Selon la loi américaine, un employeur est responsable seulement si un supérieur harcèle un subordonné, mais il est exempt de toute poursuite judiciaire si le harcèlement a lieu entre deux employés de même niveau hiérarchique, à moins de prouver qu'il a été négligent et qu'il a fermé les yeux.
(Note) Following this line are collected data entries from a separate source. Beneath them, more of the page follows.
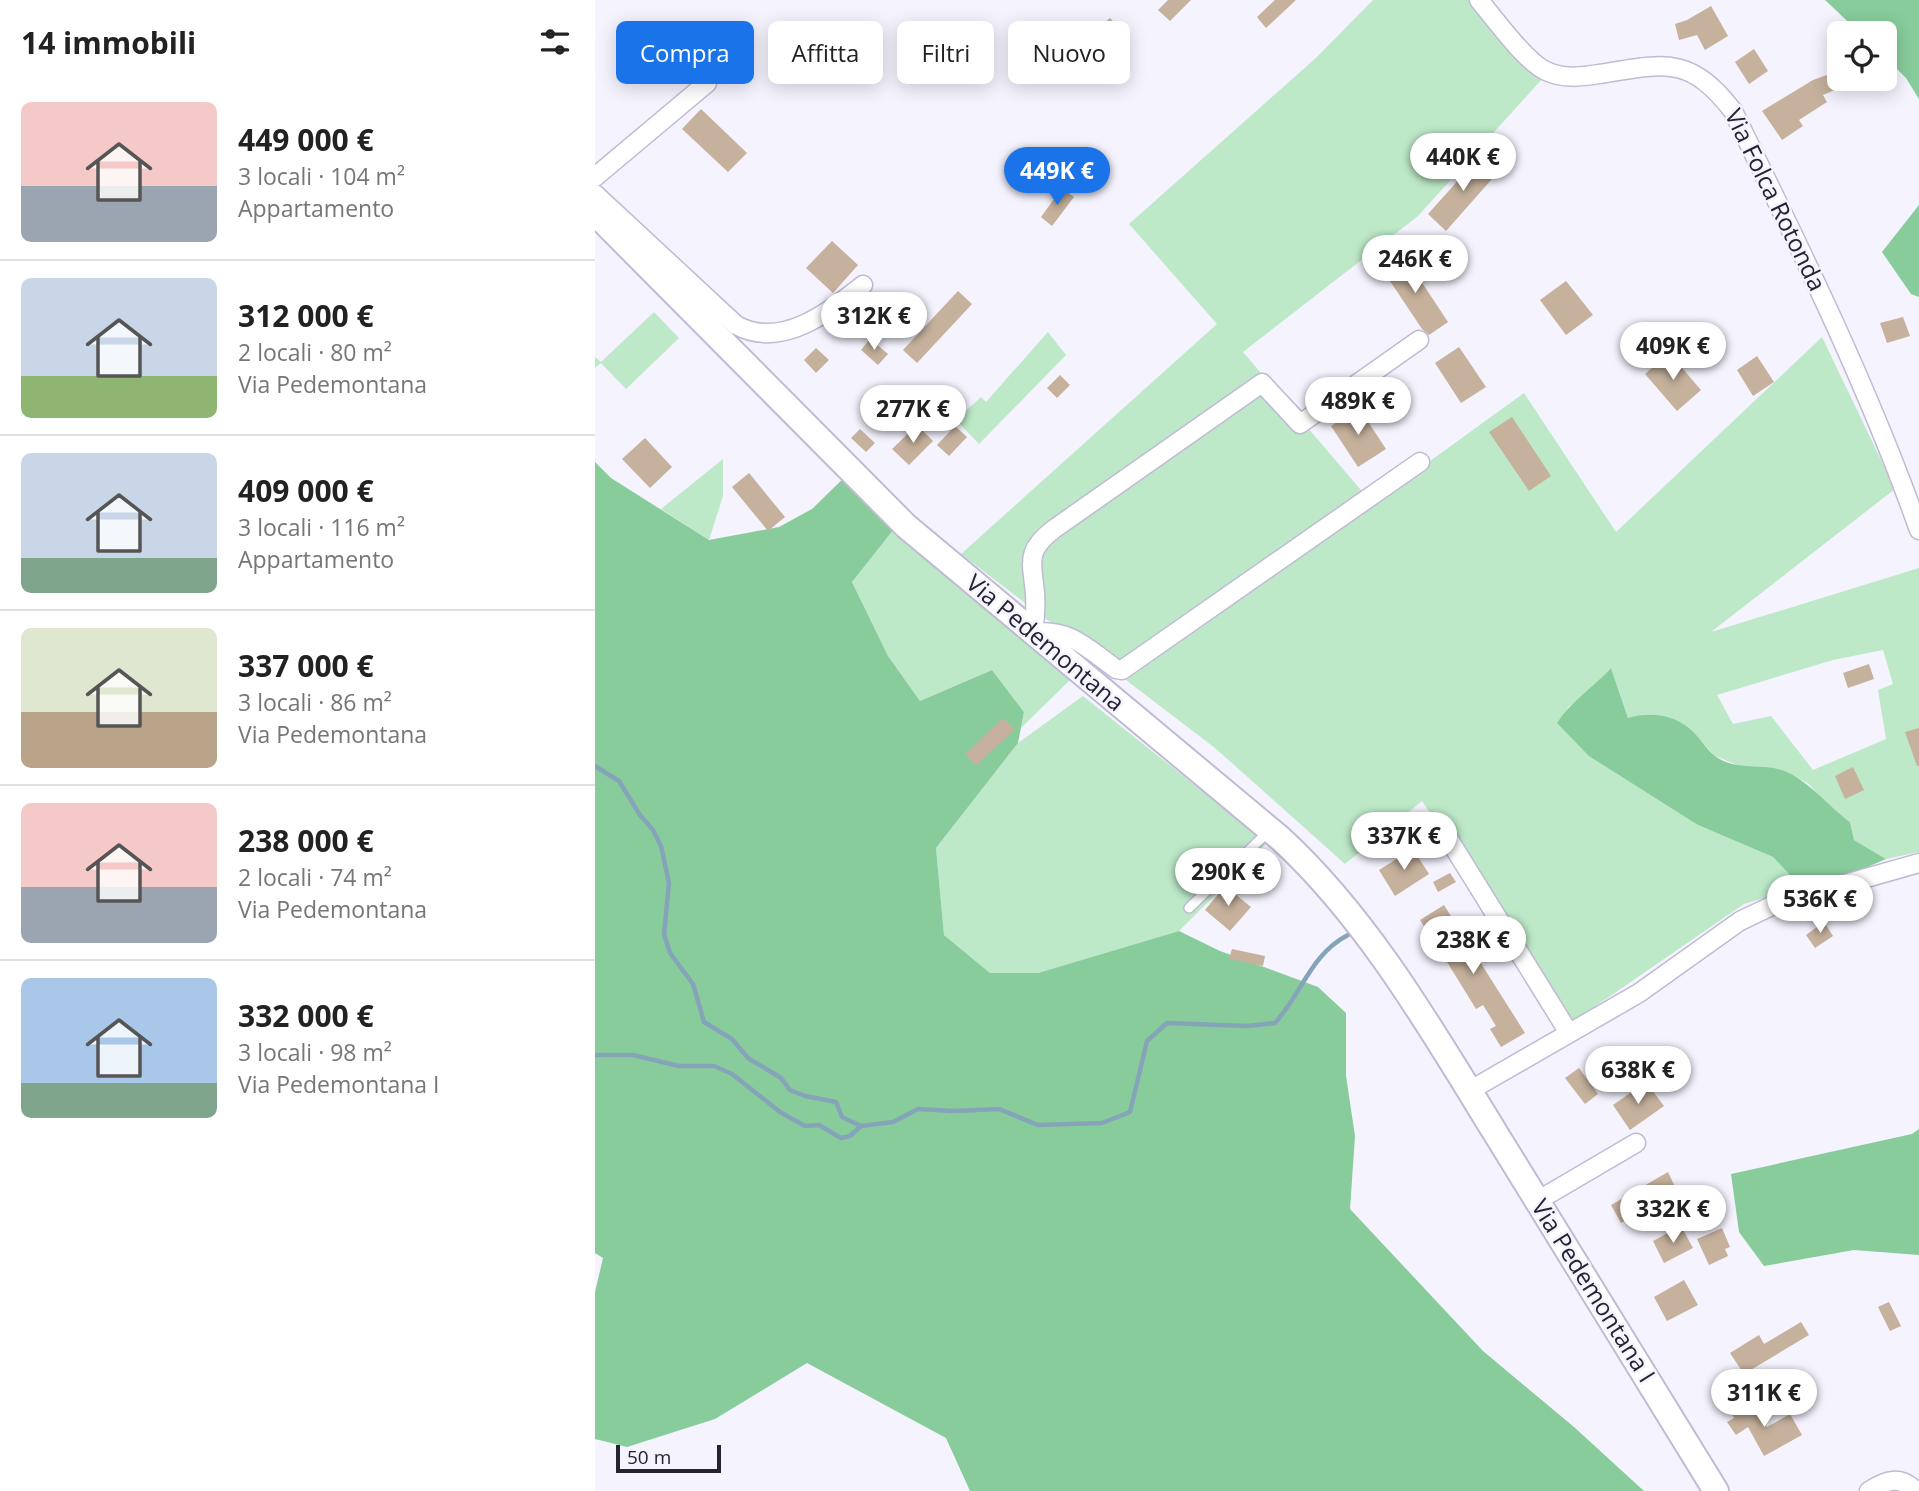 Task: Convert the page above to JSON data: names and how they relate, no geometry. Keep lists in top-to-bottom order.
{
  "streets": {
    "street": ["Via Folca Rotonda", "Via Pedemontana", "Via Pedemontana I"]
  },
  "crossings": [
    ["Via Pedemontana", "Via Pedemontana I"]
  ],
  "scale_bar": "50 m",
  "page": {
    "heading": "14 immobili",
    "chip": [
      "Compra",
      "Affitta",
      "Filtri",
      "Nuovo"
    ],
    "list": [
      {
        "name": "449 000 €",
        "note": "3 locali · 104 m² · Appartamento"
      },
      {
        "name": "312 000 €",
        "note": "2 locali · 80 m² · Via Pedemontana"
      },
      {
        "name": "409 000 €",
        "note": "3 locali · 116 m² · Appartamento"
      },
      {
        "name": "337 000 €",
        "note": "3 locali · 86 m² · Via Pedemontana"
      },
      {
        "name": "238 000 €",
        "note": "2 locali · 74 m² · Via Pedemontana"
      },
      {
        "name": "332 000 €",
        "note": "3 locali · 98 m² · Via Pedemontana I"
      }
    ],
    "price": [
      "440K €",
      "449K €",
      "246K €",
      "312K €",
      "409K €",
      "489K €",
      "277K €",
      "337K €",
      "290K €",
      "536K €",
      "238K €",
      "638K €",
      "332K €",
      "311K €"
    ],
    "scale": "50 m"
  }
}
Dans ce cas, Maetta Vance, une employée noire de l'université Ball State University dans l'Indiana, travaillait au service de restauration où elle dit avoir été harcelée par une autre employée blanche, Saundra Davis, qui l'avait insultée avec des références au Ku Klux Klan et avait fait de sa "vie un enfer", selon sa plainte.

A l'audience, le 26 novembre 2012, l'avocat de la plaignante, Daniel Ortiz, s'était efforcé de montrer que Mme Davis faisait office de supérieur, "donnait les ordres", demandait à Mme Vance "d'émincer les oignons" ou de "nettoyer les toilettes".

Mais la haute Cour s'est rangée du côté de l'université, estimant que pour être "un supérieur" hiérarchique, une personne devait avoir le pouvoir d'influencer l'emploi de la victime, avec la possibilité de jouer "un effet significatif sur le statut de l'employé, comme l'embauche, le licenciement, l'absence de promotion, le changement important de responsabilités ou une décision produisant un changement notable de revenus".

Cette approche, estime la Cour dans sa décision prise par les cinq juges conservateurs contre les quatre juges progressistes, "ne laisse pas les employés sans protection contre un harcèlement émanant d'un co-employé". "Dans ce cas, la victime peut toujours se défendre en montrant que l'employeur a été négligent en laissant le harcèlement se produire".

Dans l'avis de la minorité des quatre juges progressistes, la juge Ruth Ginsburg argue que "cette définition est loin des réalités du marché du travail, où les individus qui ont le pouvoir d'assigner des tâches quotidiennes sont souvent considérés comme des supérieurs".

Cette définition, qui n'est pas une surprise pour les juges de la minorité, "freinera inévitablement les efforts entrepris pour éradiquer la discrimination sur le lieu de travail", selon l'avis de la juge Ginsburg.